Apr 16th 2013

American Attitudes Toward Egypt Have Soured

by James J. Zogby

Dr. James J. Zogby is the President of Arab American Institute
American public opinion has soured on Egypt, with one-half of all American voters now holding an unfavorable view of that country and its leadership. This was not always the case

My brother John Zogby and I have been measuring American attitudes toward the Arab World for two decades. For much of that time, Egypt had the highest ratings of any country in the region. In fact, in most years from 1993 until 2010 around 60% of Americans rated Egypt positively. However, in our most recent poll, conducted in March of 2013, only 36% of Americans report having a favorable rating of Egypt, while 48% have an unfavorable view.

This dramatic shift in U.S. opinion is a function of two main factors: concern about the role being played by the Muslim Brotherhood and the American public's general lack of awareness about Egypt's contemporary history.

While modern Egypt has been known in the Arab World for its cinema, its comedy and music, and its political and intellectual leadership, the image of the country was never established in the United States. As a result, positive attitudes were "soft" and/or derivative of other factors. Back when Egypt's ratings were high, in response to the open-ended question "what is the first thought that comes to mind when you hear Egypt?” the overwhelming majority of answers recalled the "pyramids", "the Sphinx", and the other "glories of ancient Egypt". There were also respondents who mentioned the late Egyptian President Anwar Sadat and the Camp David Accords.
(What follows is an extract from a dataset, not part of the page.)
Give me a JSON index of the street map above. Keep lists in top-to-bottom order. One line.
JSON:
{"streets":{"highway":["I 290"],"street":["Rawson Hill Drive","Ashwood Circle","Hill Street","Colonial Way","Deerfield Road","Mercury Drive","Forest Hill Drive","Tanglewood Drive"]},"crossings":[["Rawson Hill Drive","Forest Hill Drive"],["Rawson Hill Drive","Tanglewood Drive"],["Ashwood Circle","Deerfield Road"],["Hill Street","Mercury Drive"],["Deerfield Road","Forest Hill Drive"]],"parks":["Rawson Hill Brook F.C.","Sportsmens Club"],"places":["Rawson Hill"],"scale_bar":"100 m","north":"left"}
In the early months of the Arab Spring the images of peaceful pro-democracy demonstrators called to mind for many Americans their own civil rights movement or Eastern Europe's fall of the "Iron Curtain". After an initial drop in ratings in early 2011, by mid-2011 Egypt's favorable ratings were back up to 60%. That support has since evaporated. But in the March 2013 poll when we asked for respondent's "first thought when they hear Egypt", "pyramids" was still the most frequently mentioned term, now followed closely by "trouble", "unrest" and the "Muslim Brotherhood".

In January of 2012, we asked Americans whether or not they were hopeful that the Arab Spring would bring about positive change. By more than two to one they answered in the affirmative. But in the tumultuous year and a half that has followed, Americans have lost that hope. Today, the number of American voters who say they are disappointed with "how the Arab Spring has played out in Egypt" is three times greater than those who say they are still hopeful that positive change will come.
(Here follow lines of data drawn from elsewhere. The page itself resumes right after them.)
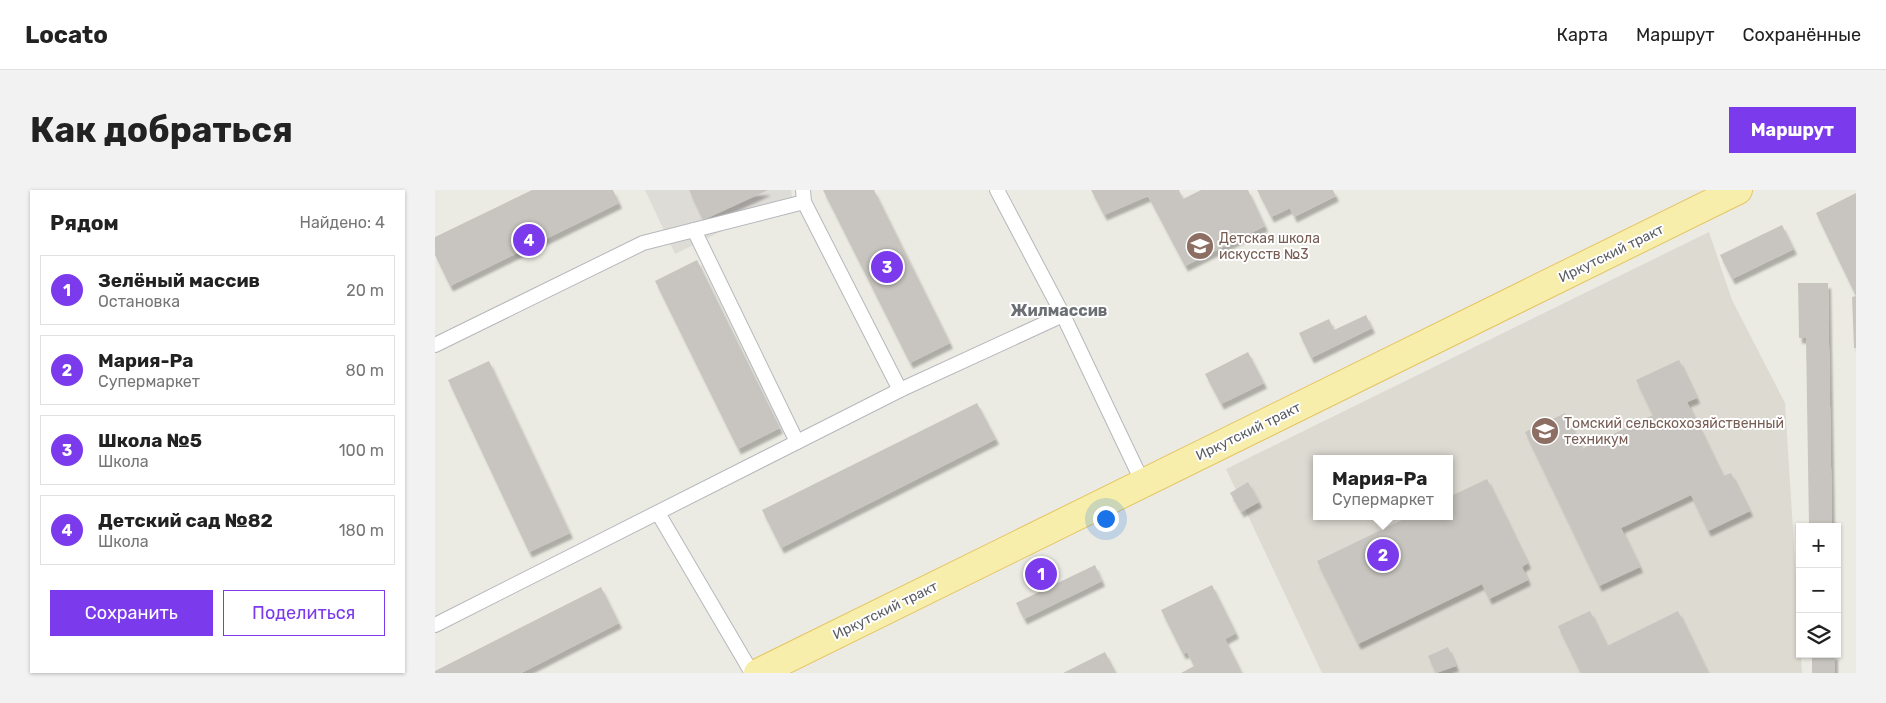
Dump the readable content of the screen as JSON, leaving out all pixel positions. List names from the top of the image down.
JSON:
{
  "streets": {
    "main road": ["Иркутский тракт"]
  },
  "districts": ["Жилмассив"],
  "places": {
    "school or university": ["Детская школа искусств №3", "Томский сельскохозяйственный техникум"]
  },
  "page": {
    "header": "Locato",
    "nav": ["Карта", "Маршрут", "Сохранённые"],
    "buttons": [
      "Маршрут",
      ["Сохранить", "Поделиться"]
    ],
    "title": "Как добраться",
    "heading": ["Рядом", "Найдено: 4"],
    "pins": [
      "4",
      "3",
      "2",
      "1"
    ],
    "list": [
      {
        "mark": "1",
        "name": "Зелёный массив",
        "note": "Остановка",
        "value": "20 m"
      },
      {
        "mark": "2",
        "name": "Мария-Ра",
        "note": "Супермаркет",
        "value": "80 m"
      },
      {
        "mark": "3",
        "name": "Школа №5",
        "note": "Школа",
        "value": "100 m"
      },
      {
        "mark": "4",
        "name": "Детский сад №82",
        "note": "Школа",
        "value": "180 m"
      }
    ],
    "popup": ["Мария-Ра", "Супермаркет"],
    "map_buttons": ["+", "−"]
  }
}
As much as "soft" attitudes are to blame, concern with the Muslim Brotherhood is also a factor in the new negative opinion toward Egypt. Egypt's President Mohamed Morsi, a leader of the Muslim Brotherhood, is only viewed favorably by 14% of Americans, while over one half have an unfavorable view of Morsi. And by almost three to one Americans rate former President Hosni Mubarak as having been more of a friend and ally of the U.S. than Morsi, the current president. 
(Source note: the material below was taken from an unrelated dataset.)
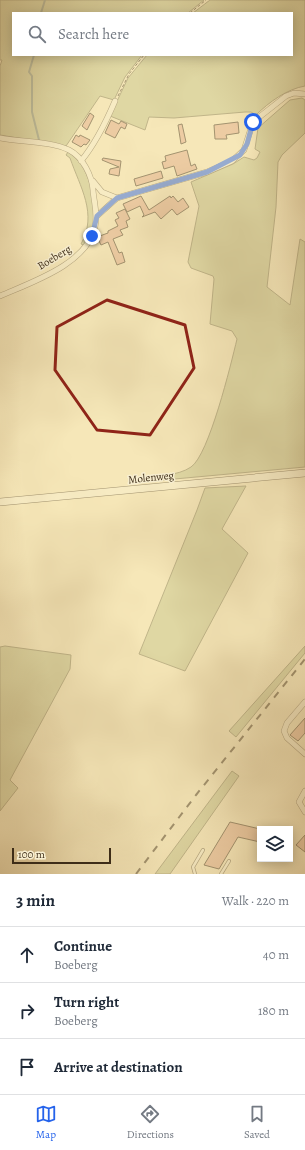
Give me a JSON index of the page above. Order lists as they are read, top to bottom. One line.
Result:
{"streets":{"main road":["Molenweg"],"street":["Boeberg"]},"scale_bar":"100 m","page":{"search":"Search here","scale":"100 m","heading":["3 min","Walk · 220 m"],"list":[["Continue","Boeberg","40 m"],["Turn right","Boeberg","180 m"],"Arrive at destination"],"nav":["Map","Directions","Saved"]}}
It is important to note that it is not anti-Muslim animus that drives these numbers, since strong negative views of the Muslim Brotherhood and President Morsi exist even among those Americans who hold a favorable view of Muslims. 

There are consequences that result from this change in attitudes. Many Americans now question whether or not the U.S. government can work with a Muslim Brotherhood-led Egypt. They also question whether the U.S. should provide military and civilian aid to Egypt. A majority of Americans also say they worry about the Muslim Brotherhood taking over in other countries, and say that they support actions by other Arab governments to "limit the activity of Muslim Brotherhood branches operating in their countries". 

Another by-product of this negative turn and the general disappointment with the trajectory of the "Arab Spring" has been the public's embrace of an interesting combination of principles they feel should guide American foreign policy. 

For example, when asked whether the U.S. "should support governments, whether they are elected or not, if they work closely with us to promote regional stability and protect our interests" or whether we "should only support democratically elected governments, even if those governments might pursue policies that are hostile to our interests", by a wide margin of 72% to 17% American voters chose the first approach.

And when asked to choose between providing support "for any government that is democratically elected, even if it is pursuing policies that compromise the rights of minorities in their countries" or "as a condition for U.S. support, we should require that any government, whether it has been elected or not, protect the rights of all their citizens", by an 85% to 10% margin voters chose the second approach. 

Two years ago, I compared Egypt to Broadway, noting that it didn't matter so much how events played out on other stages across the Arab World because the world would judge the Arab Spring by how it played out in Egypt. We are now two and one-half years into the Arab Spring and the "blush is off the rose". American's are disappointed, attitudes toward Egypt have soured, and the public has adopted a less romantic, more "realist" approach to our relations across the Arab World.